WASHINGTON (KELO) – Midwest Honor Flight’s trip to the Washington, D.C. area on May 31 honored 83 area veterans, and a common theme when conversing with them was who was on their minds. Army veteran Dale Schroeder of Marshall, Minnesota was thinking about people who weren’t there alongside him.

“Lot of my buddies overseas, yeah,” Schroeder said. “I don’t know if they’re alive or not anymore.”

It’s a similar story with Army veteran Mary Ellen Jepsen of Mitchell, South Dakota. Her thoughts were with her brother.

“A Vietnam veteran, and he passed away this past December and never got here,” Jepsen said. “So yes, I’m thinking of him tonight, and he was in Vietnam.”

Army veteran Larry Sattler of Sioux Falls had several people on his mind.

“Friends from the military,” Sattler said. “My own father, a Navy man, so. Uncles.”

“I had a brother in the Army, another brother in the Navy and another one in the Air Force, and the one in the Air Force was killed in a flight accident,” Army veteran John Ellefson of Pierre, South Dakota said.

Ellefson was thinking of his family, too.

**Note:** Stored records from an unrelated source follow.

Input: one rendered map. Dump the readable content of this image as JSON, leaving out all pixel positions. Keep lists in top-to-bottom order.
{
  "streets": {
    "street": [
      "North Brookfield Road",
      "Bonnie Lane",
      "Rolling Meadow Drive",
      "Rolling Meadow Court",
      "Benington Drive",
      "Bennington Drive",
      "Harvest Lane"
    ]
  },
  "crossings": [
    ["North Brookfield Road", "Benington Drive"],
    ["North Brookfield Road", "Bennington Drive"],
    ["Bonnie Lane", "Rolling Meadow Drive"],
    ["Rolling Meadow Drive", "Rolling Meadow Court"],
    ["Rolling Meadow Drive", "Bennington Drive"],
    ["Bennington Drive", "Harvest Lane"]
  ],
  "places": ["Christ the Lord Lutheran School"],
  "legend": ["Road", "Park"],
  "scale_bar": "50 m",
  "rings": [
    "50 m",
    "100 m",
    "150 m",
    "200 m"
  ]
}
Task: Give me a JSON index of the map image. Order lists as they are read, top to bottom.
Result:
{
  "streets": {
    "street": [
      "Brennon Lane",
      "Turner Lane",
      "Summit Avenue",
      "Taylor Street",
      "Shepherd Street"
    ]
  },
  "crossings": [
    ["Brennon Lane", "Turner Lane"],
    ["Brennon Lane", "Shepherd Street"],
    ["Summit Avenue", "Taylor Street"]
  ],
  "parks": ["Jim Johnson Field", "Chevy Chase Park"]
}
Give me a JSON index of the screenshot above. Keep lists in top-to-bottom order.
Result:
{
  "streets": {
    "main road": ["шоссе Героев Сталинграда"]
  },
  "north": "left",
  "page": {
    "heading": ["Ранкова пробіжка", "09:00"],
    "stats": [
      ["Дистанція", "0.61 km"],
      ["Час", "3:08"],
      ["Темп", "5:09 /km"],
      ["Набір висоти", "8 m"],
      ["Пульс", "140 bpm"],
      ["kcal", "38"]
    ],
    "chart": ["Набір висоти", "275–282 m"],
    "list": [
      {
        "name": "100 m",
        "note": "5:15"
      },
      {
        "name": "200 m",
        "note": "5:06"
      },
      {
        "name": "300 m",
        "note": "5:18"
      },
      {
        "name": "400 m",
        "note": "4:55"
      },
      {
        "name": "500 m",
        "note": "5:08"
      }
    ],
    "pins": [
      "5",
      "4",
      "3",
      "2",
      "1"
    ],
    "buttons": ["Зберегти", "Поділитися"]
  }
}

“Every memorial,” Ellefson said.

The wall at the Vietnam Veterans Memorial features more than 58,000 names of people who either lost their lives in combat or are designated as missing in action. The wall has a prominent place on the National Mall, and some of the names immortalized there are familiar to Army veteran Lyle Bowes of Brookings, South Dakota.

“I know a number of those people on that wall,” Bowes said.

If you walk straight south from the wall, between the Lincoln Memorial and its reflecting pool that stretches out to the World War II Memorial, you’ll come across the Korean War Veterans Memorial. Here, Navy veteran John Lauer of Mitchell, South Dakota said he felt fortunate to be on the trip. He’s thinking about his Darlene.

“I didn’t want to come,” Lauer said. “But I lost my wife, and she encouraged me to go. And so I did, in her honor. But I’m glad I did.”

Darlene passed away in February at the age of 88. They were married for 67 years.

“My children encouraged me to take the trip,” Lauer said. “I’m happy for that, and I think they are, too.”